Once considered the inevitable Democratic nominee for president, Clinton's surprising third-place finish in Iowa on Thursday has significantly raised the stakes for her in New Hampshire, and put her long, carefully planned run for the White House in jeopardy.

A campaign built around the notion that Clinton alone offered credibility as a leader and as a national candidate found itself struggling to prove it, while her chief rival, Illinois Sen. Barack Obama, quickly gained credibility in both categories.

As she stormed into New Hampshire on Friday to try to regain her mantle, Clinton, 60, told 3,200 party activists at a state Democratic Party dinner in Milford that she has the experience and toughness to bring the broad change voters want. Many waived blue placards emblazoned with "Ready" as she spoke.

"Some people think you make change by demanding it, some people think you make change by hoping for it," Clinton said, taking a shot at Obama, who has adopted hope as a key theme. "I think you make change by working really, really hard. ... That's what I have been doing for 35 years. I am ready to take all that experience and make it work for you."

Obama beat former Sen. John Edwards and Clinton, a senator from New York, by a decisive 9 percentage points Thursday night in Iowa. Aside from highlighting Obama's appeal, the trouncing challenged key assumptions many had made about the potency of her candidacy and revealed weaknesses in Clinton's campaign that could spell real trouble in New Hampshire:

- Clinton's message of sober, measured experience was bested by Obama's call for change.

- Female caucusgoers, whom Clinton cultivated with a call to help elect the first female president, favored Obama by a slight margin.

- And the success of Obama, 46, the first black candidate with a real shot at winning the presidency, calls into serious question Clinton's claims that she is the only electable Democrat in the race.

"The aura of her campaign was she was the inevitable nominee. That argument's out the window now," said Dante Scala, a University of New Hampshire political science professor.

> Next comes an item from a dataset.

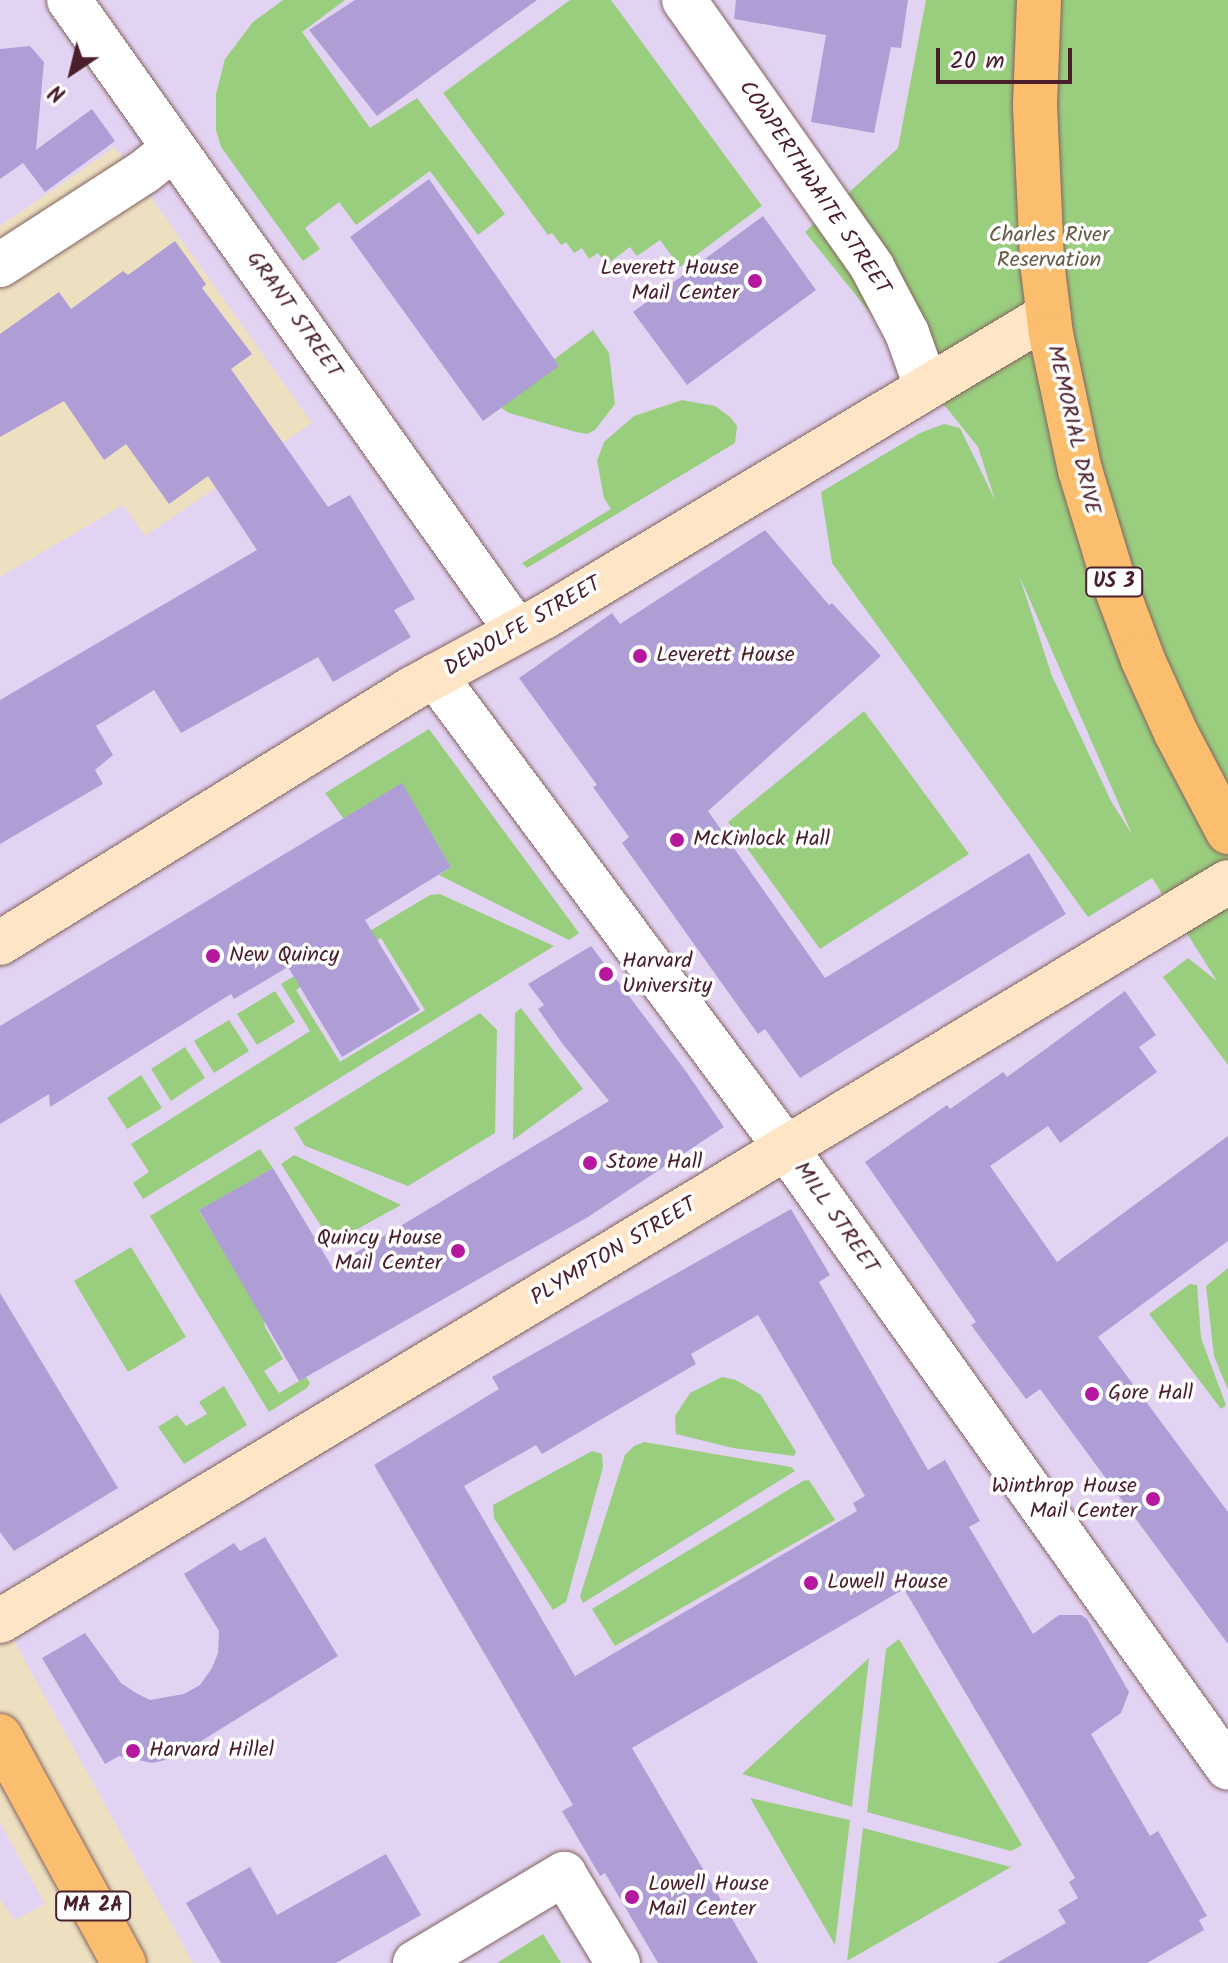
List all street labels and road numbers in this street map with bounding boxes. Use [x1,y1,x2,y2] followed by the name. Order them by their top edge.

"Most of the time, insurgency candidates like Obama find their resting places in Iowa," Scala added. "But this is a candidate who actually won. And now he comes to a state that has historically been friendly to change-oriented candidates."

At the Democratic dinner in Milford, Clinton talked about her commitment to change, and touched on another key Obama theme as well: the need for more bipartisanship in Washington. While she was warmly received, however, the crowd went nuts when Obama took the stage.

He clearly has the momentum here, and with only four days between Iowa's caucus and New Hampshire's primary instead of the usual eight, Clinton has very little time to reclaim it. A strong performance in this evening's debate would be a good start, but she has almost no time to tweak her message or launch a sustained attack on Obama that's likely to stick with voters.

"It's not so much the message that comes out over the last weekend, but how well an organization comes together - making phone calls to people they identified as their voters, and making sure their people get to the polls," said Andrew E. Smith, a political scientist and pollster at the University of New Hampshire.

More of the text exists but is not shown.